◆ **Your goal**: Leave the pictures out. Return all other data exactly.

◆ **Dataset content**:
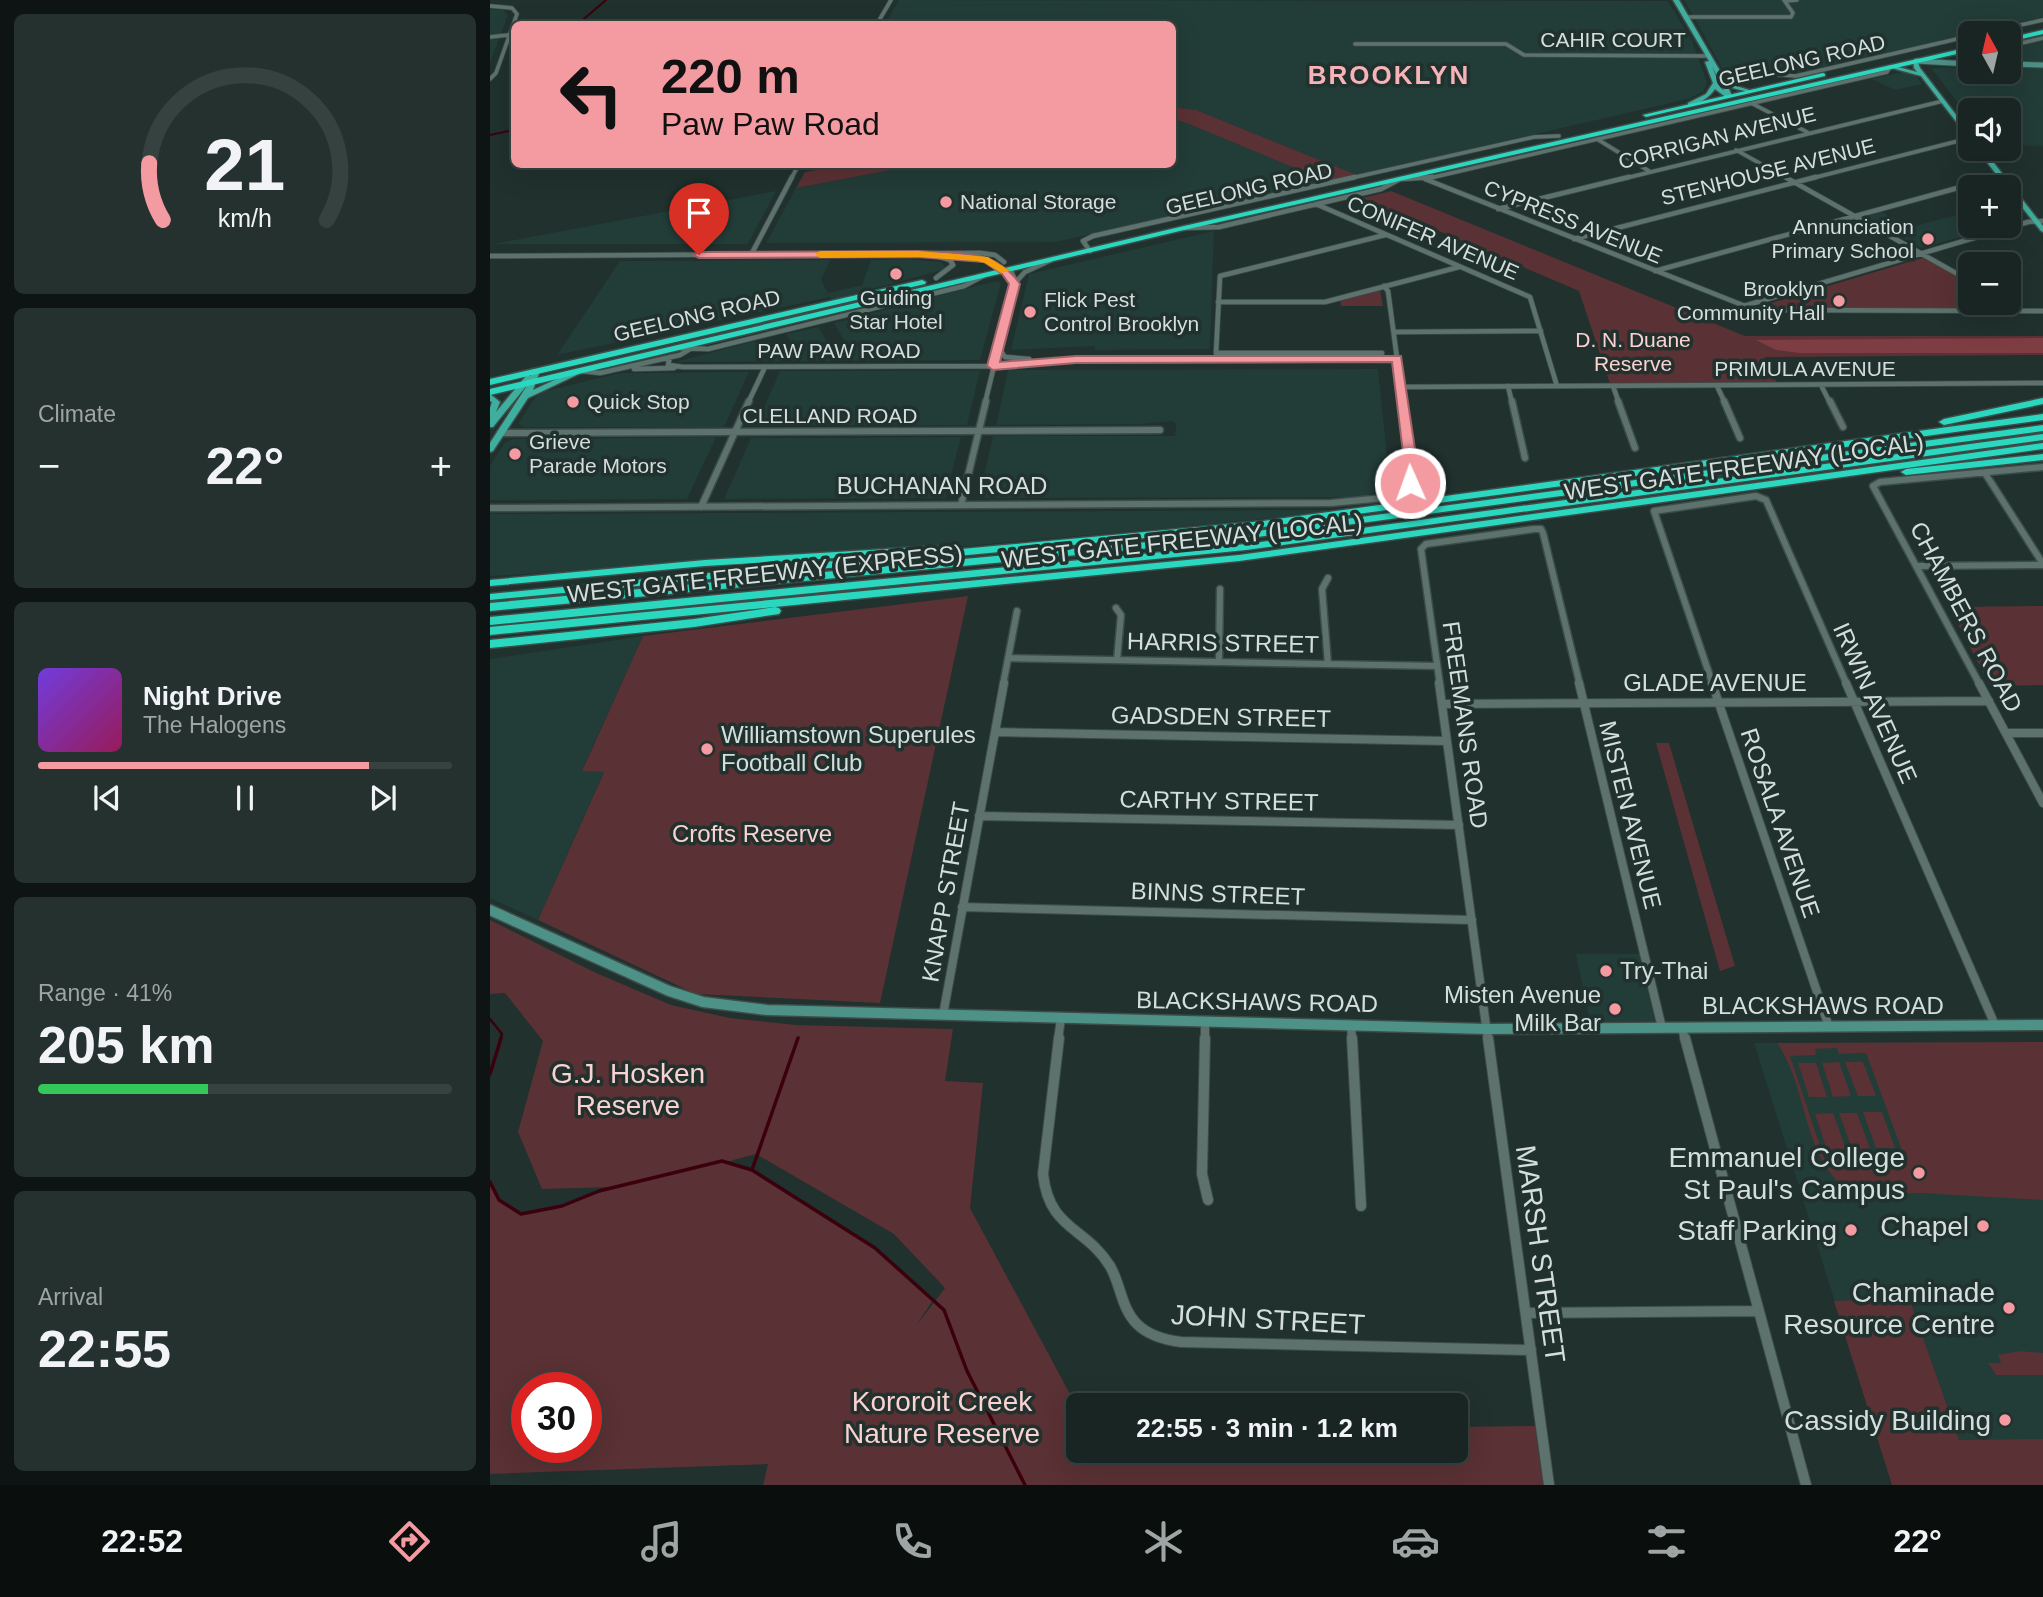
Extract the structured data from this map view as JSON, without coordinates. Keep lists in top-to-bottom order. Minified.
{"streets":{"highway":["GEELONG ROAD","WEST GATE FREEWAY (LOCAL)","WEST GATE FREEWAY (EXPRESS)"],"main road":["BLACKSHAWS ROAD"],"street":["CAHIR COURT","CORRIGAN AVENUE","STENHOUSE AVENUE","CYPRESS AVENUE","CONIFER AVENUE","PAW PAW ROAD","PRIMULA AVENUE","CLELLAND ROAD","BUCHANAN ROAD","CHAMBERS ROAD","HARRIS STREET","GLADE AVENUE","IRWIN AVENUE","GADSDEN STREET","FREEMANS ROAD","CARTHY STREET","MISTEN AVENUE","ROSALA AVENUE","KNAPP STREET","BINNS STREET","MARSH STREET","JOHN STREET"]},"crossings":[["CORRIGAN AVENUE","CYPRESS AVENUE"],["STENHOUSE AVENUE","CYPRESS AVENUE"],["CONIFER AVENUE","PRIMULA AVENUE"],["PRIMULA AVENUE","BUCHANAN ROAD"],["CHAMBERS ROAD","GLADE AVENUE"],["HARRIS STREET","FREEMANS ROAD"],["HARRIS STREET","KNAPP STREET"],["GLADE AVENUE","IRWIN AVENUE"],["GLADE AVENUE","FREEMANS ROAD"],["GLADE AVENUE","MISTEN AVENUE"],["GLADE AVENUE","ROSALA AVENUE"],["IRWIN AVENUE","ROSALA AVENUE"],["IRWIN AVENUE","BLACKSHAWS ROAD"],["GADSDEN STREET","FREEMANS ROAD"],["GADSDEN STREET","KNAPP STREET"],["FREEMANS ROAD","CARTHY STREET"],["FREEMANS ROAD","MISTEN AVENUE"],["FREEMANS ROAD","BINNS STREET"],["FREEMANS ROAD","BLACKSHAWS ROAD"],["FREEMANS ROAD","MARSH STREET"],["CARTHY STREET","KNAPP STREET"],["MISTEN AVENUE","BLACKSHAWS ROAD"],["ROSALA AVENUE","BLACKSHAWS ROAD"],["KNAPP STREET","BINNS STREET"],["KNAPP STREET","BLACKSHAWS ROAD"],["BLACKSHAWS ROAD","MARSH STREET"],["BLACKSHAWS ROAD","JOHN STREET"],["MARSH STREET","JOHN STREET"]],"districts":["BROOKLYN"],"parks":["D. N. Duane Reserve","Crofts Reserve","G.J. Hosken Reserve","Kororoit Creek Nature Reserve"],"places":["National Storage","Annunciation Primary School","Guiding Star Hotel","Brooklyn Community Hall","Flick Pest Control Brooklyn","Quick Stop","Grieve Parade Motors","Williamstown Superules Football Club","Try-Thai","Misten Avenue Milk Bar","Emmanuel College St Paul's Campus","Chapel","Staff Parking","Chaminade Resource Centre","Cassidy Building"],"north":"top","page":{"map_buttons":["+","−"],"turn":["220 m","Paw Paw Road"],"tile":["Climate",["Range · 41%","205 km"],["Arrival","22:55"]],"heat":["−","22°","+"],"song":["Night Drive","The Halogens"],"limit":"30","trip":"22:55 · 3 min · 1.2 km","tabs":["22:52","22°"],"gauge":["21","km/h"]}}
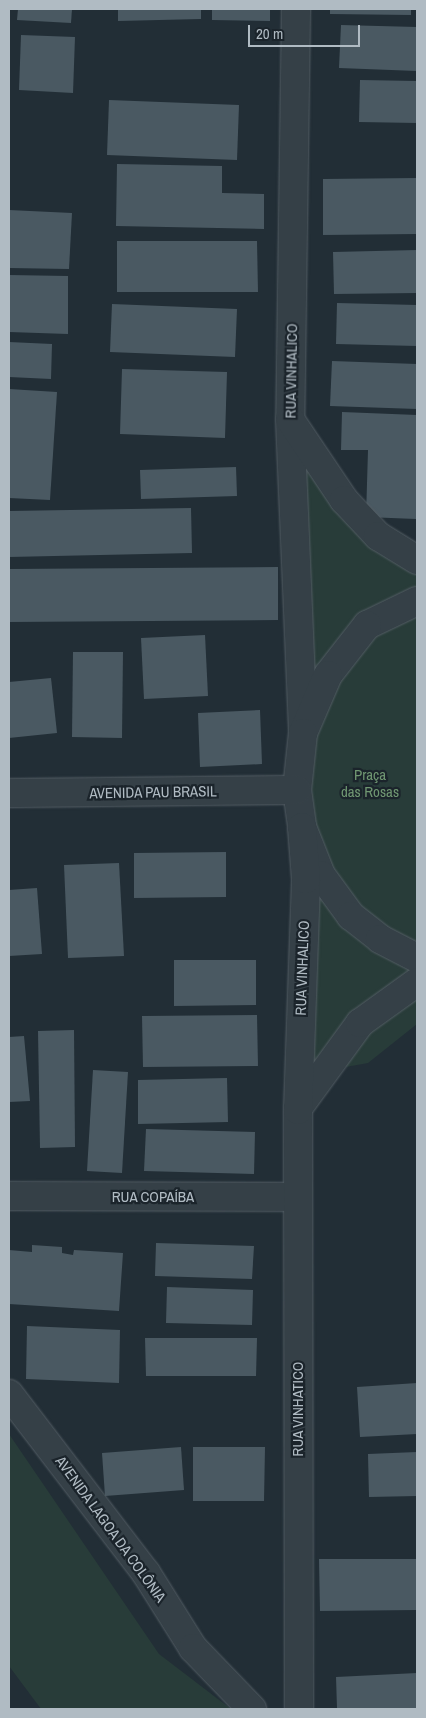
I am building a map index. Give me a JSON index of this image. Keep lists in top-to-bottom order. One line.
{"streets":{"street":["RUA VINHALICO","AVENIDA PAU BRASIL","RUA COPAÍBA","RUA VINHATICO","AVENIDA LAGOA DA COLÔNIA"]},"crossings":[["RUA VINHALICO","RUA VINHATICO"],["RUA COPAÍBA","RUA VINHATICO"]],"parks":["Praça das Rosas"],"scale_bar":"20 m"}
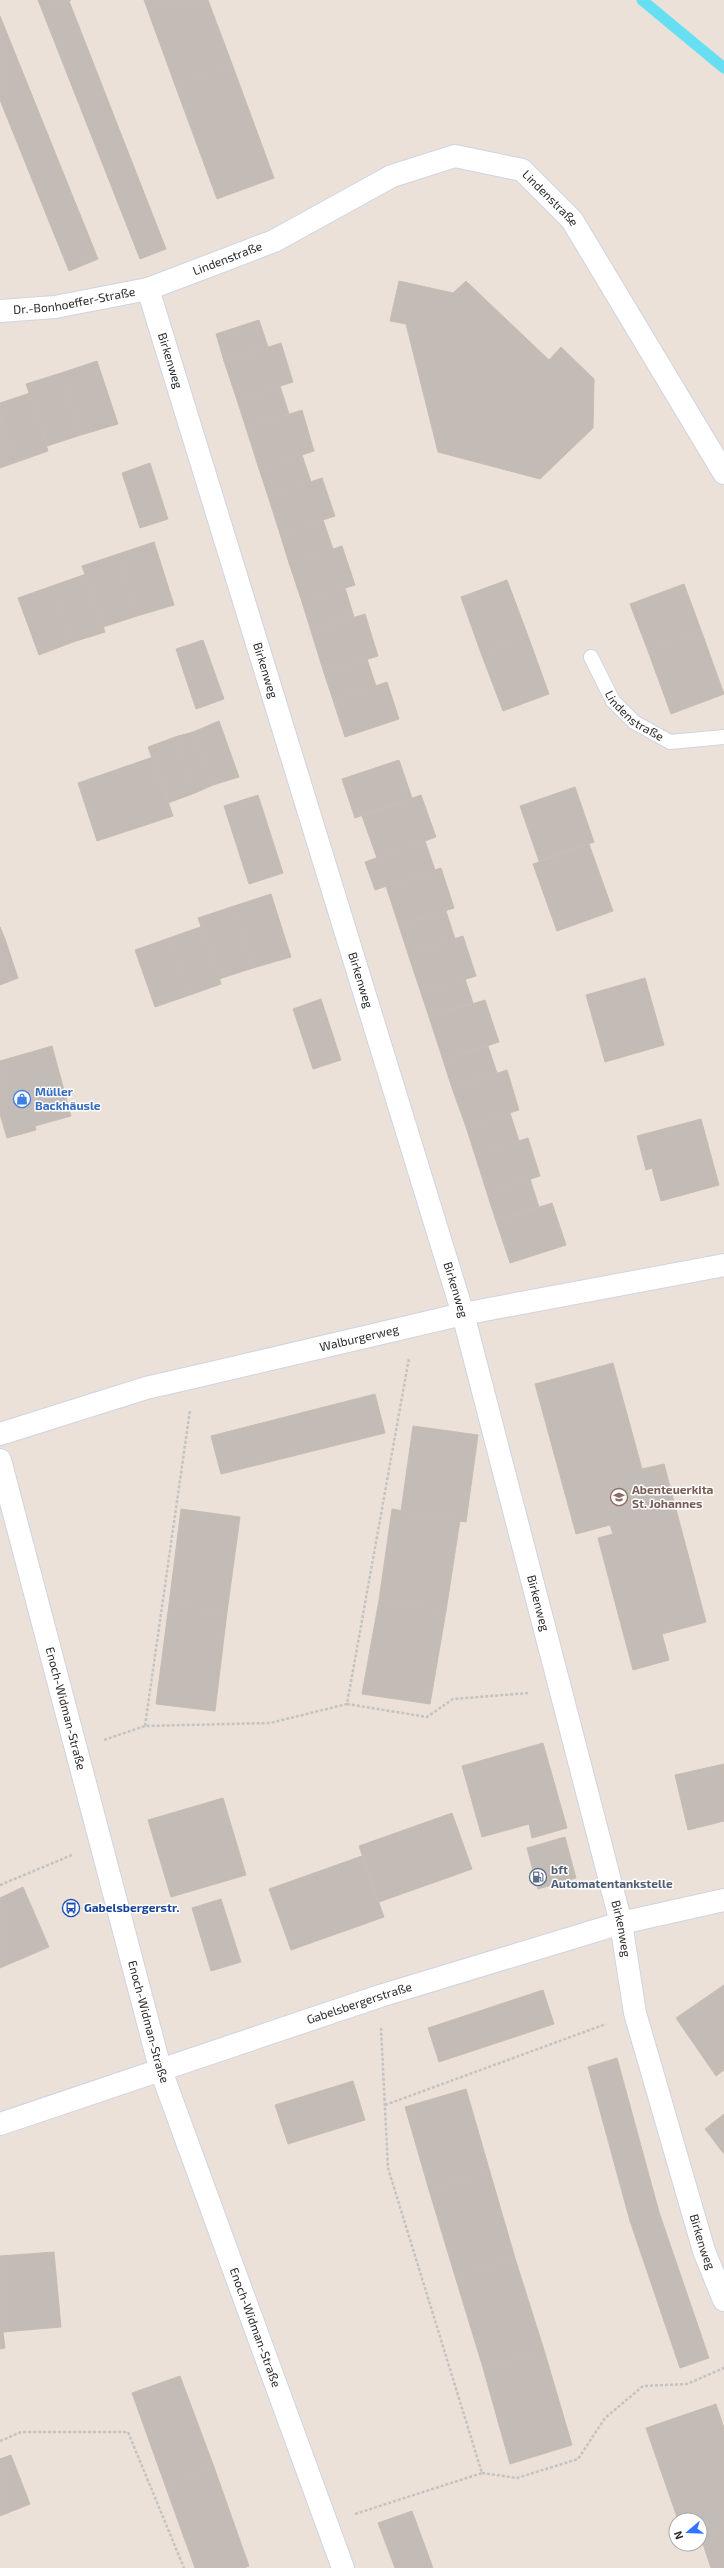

◆ **Exercise result**:
Extract the structured data from this map view as JSON, without coordinates. Keep lists in top-to-bottom order. Minified.
{"streets":{"highway":["GEELONG ROAD","WEST GATE FREEWAY (LOCAL)","WEST GATE FREEWAY (EXPRESS)"],"main road":["BLACKSHAWS ROAD"],"street":["CAHIR COURT","CORRIGAN AVENUE","STENHOUSE AVENUE","CYPRESS AVENUE","CONIFER AVENUE","PAW PAW ROAD","PRIMULA AVENUE","CLELLAND ROAD","BUCHANAN ROAD","CHAMBERS ROAD","HARRIS STREET","GLADE AVENUE","IRWIN AVENUE","GADSDEN STREET","FREEMANS ROAD","CARTHY STREET","MISTEN AVENUE","ROSALA AVENUE","KNAPP STREET","BINNS STREET","MARSH STREET","JOHN STREET"]},"crossings":[["CORRIGAN AVENUE","CYPRESS AVENUE"],["STENHOUSE AVENUE","CYPRESS AVENUE"],["CONIFER AVENUE","PRIMULA AVENUE"],["PRIMULA AVENUE","BUCHANAN ROAD"],["CHAMBERS ROAD","GLADE AVENUE"],["HARRIS STREET","FREEMANS ROAD"],["HARRIS STREET","KNAPP STREET"],["GLADE AVENUE","IRWIN AVENUE"],["GLADE AVENUE","FREEMANS ROAD"],["GLADE AVENUE","MISTEN AVENUE"],["GLADE AVENUE","ROSALA AVENUE"],["IRWIN AVENUE","ROSALA AVENUE"],["IRWIN AVENUE","BLACKSHAWS ROAD"],["GADSDEN STREET","FREEMANS ROAD"],["GADSDEN STREET","KNAPP STREET"],["FREEMANS ROAD","CARTHY STREET"],["FREEMANS ROAD","MISTEN AVENUE"],["FREEMANS ROAD","BINNS STREET"],["FREEMANS ROAD","BLACKSHAWS ROAD"],["FREEMANS ROAD","MARSH STREET"],["CARTHY STREET","KNAPP STREET"],["MISTEN AVENUE","BLACKSHAWS ROAD"],["ROSALA AVENUE","BLACKSHAWS ROAD"],["KNAPP STREET","BINNS STREET"],["KNAPP STREET","BLACKSHAWS ROAD"],["BLACKSHAWS ROAD","MARSH STREET"],["BLACKSHAWS ROAD","JOHN STREET"],["MARSH STREET","JOHN STREET"]],"districts":["BROOKLYN"],"parks":["D. N. Duane Reserve","Crofts Reserve","G.J. Hosken Reserve","Kororoit Creek Nature Reserve"],"places":["National Storage","Annunciation Primary School","Guiding Star Hotel","Brooklyn Community Hall","Flick Pest Control Brooklyn","Quick Stop","Grieve Parade Motors","Williamstown Superules Football Club","Try-Thai","Misten Avenue Milk Bar","Emmanuel College St Paul's Campus","Chapel","Staff Parking","Chaminade Resource Centre","Cassidy Building"],"north":"top","page":{"map_buttons":["+","−"],"turn":["220 m","Paw Paw Road"],"tile":["Climate",["Range · 41%","205 km"],["Arrival","22:55"]],"heat":["−","22°","+"],"song":["Night Drive","The Halogens"],"limit":"30","trip":"22:55 · 3 min · 1.2 km","tabs":["22:52","22°"],"gauge":["21","km/h"]}}
I am building a map index. Give me a JSON index of this image. Keep lists in top-to-bottom order. One line.
{"streets":{"street":["RUA VINHALICO","AVENIDA PAU BRASIL","RUA COPAÍBA","RUA VINHATICO","AVENIDA LAGOA DA COLÔNIA"]},"crossings":[["RUA VINHALICO","RUA VINHATICO"],["RUA COPAÍBA","RUA VINHATICO"]],"parks":["Praça das Rosas"],"scale_bar":"20 m"}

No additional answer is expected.